The absence of verified information about the missing Israelis initially led some Palestinians to speculate that “no abduction had ever occurred,” according to Amira Hass, a correspondent for Haaretz. The widespread assumption that the boys might be found alive, fostered by statements from Israel’s ambassador to the United Nations and other officials, also fueled speculation that the boys might have been abducted as bargaining chips to win the release of Palestinian political prisoners.
Mr. Drucker noted that the continuing suppression of information about the police investigation into the brutal killing of Muhammad Hussein Abu Khdeir, the 16-year-old snatched from a street near his home in East Jerusalem last week, was accompanied by an apparent campaign to deflect blame by tarnishing the victim’s reputation.
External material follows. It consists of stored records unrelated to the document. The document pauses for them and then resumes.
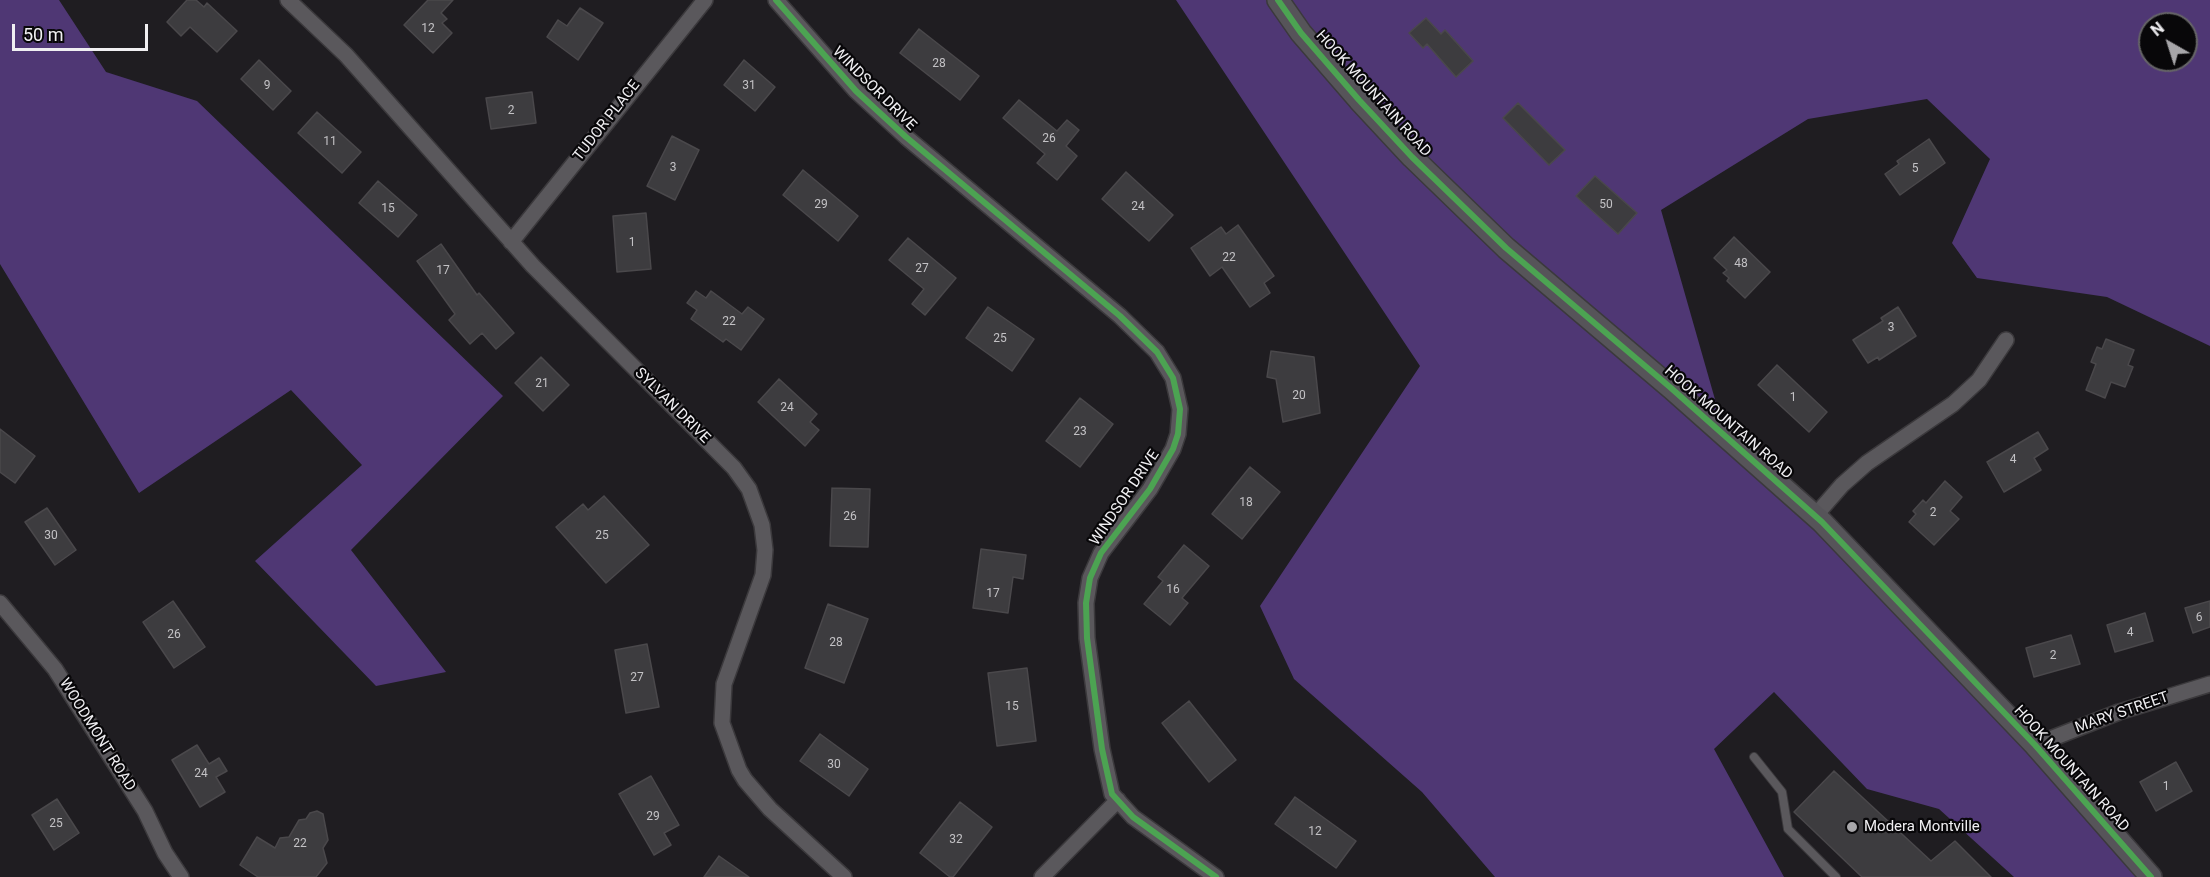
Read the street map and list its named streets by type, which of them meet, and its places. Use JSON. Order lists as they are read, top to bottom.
{
  "streets": {
    "street": [
      "WINDSOR DRIVE",
      "HOOK MOUNTAIN ROAD",
      "TUDOR PLACE",
      "SYLVAN DRIVE",
      "MARY STREET",
      "WOODMONT ROAD"
    ]
  },
  "crossings": [
    ["HOOK MOUNTAIN ROAD", "MARY STREET"],
    ["TUDOR PLACE", "SYLVAN DRIVE"]
  ],
  "places": ["Modera Montville"],
  "house_numbers": [
    "12",
    "28",
    "9",
    "31",
    "2",
    "26",
    "11",
    "3",
    "5",
    "29",
    "50",
    "24",
    "15",
    "1",
    "22",
    "48",
    "27",
    "17",
    "22",
    "3",
    "25",
    "21",
    "20",
    "1",
    "24",
    "23",
    "4",
    "18",
    "2",
    "26",
    "30",
    "25",
    "16",
    "17",
    "6",
    "4",
    "26",
    "28",
    "2",
    "27",
    "15",
    "30",
    "24",
    "1",
    "29",
    "25",
    "12",
    "32",
    "22"
  ],
  "scale_bar": "50 m",
  "north": "top left"
}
Opaquely sourced reports suggested that the boy might have been killed not by Jewish extremists, but by his own family in a dark “honor killing.”
As the police pursued this line of inquiry, evidence about the nature of the crime and the possible identity of the killers emerged through the efforts of Palestinian journalists, Internet activists and the boy’s family, who shared surveillance-camera footage with foreign correspondents who have more latitude to evade Israeli gag orders.
Bushra Abu Khdeir, an aunt of the boy, showed British reporters grainy, black-and-white video of the abduction, recorded by a surveillance camera.
Days later, the Palestinian-American blogger Ali Abunimah published clearer images, recorded by another security camera, that he said appeared to show the kidnappers’ faces.
The Palestinian Wattan News Agency also obtained and published video of men reviewing the same security camera footage, which was apparently recorded just before the abduction.
Details of the investigation into Muhammad’s death are officially secret, even after an Israeli police spokesman announced the arrest of six suspects and said there was a “strong possibility” that the motive for the killing of the Palestinian teenager was “nationalistic,” indicating that it was a revenge attack by right-wing Jewish extremists.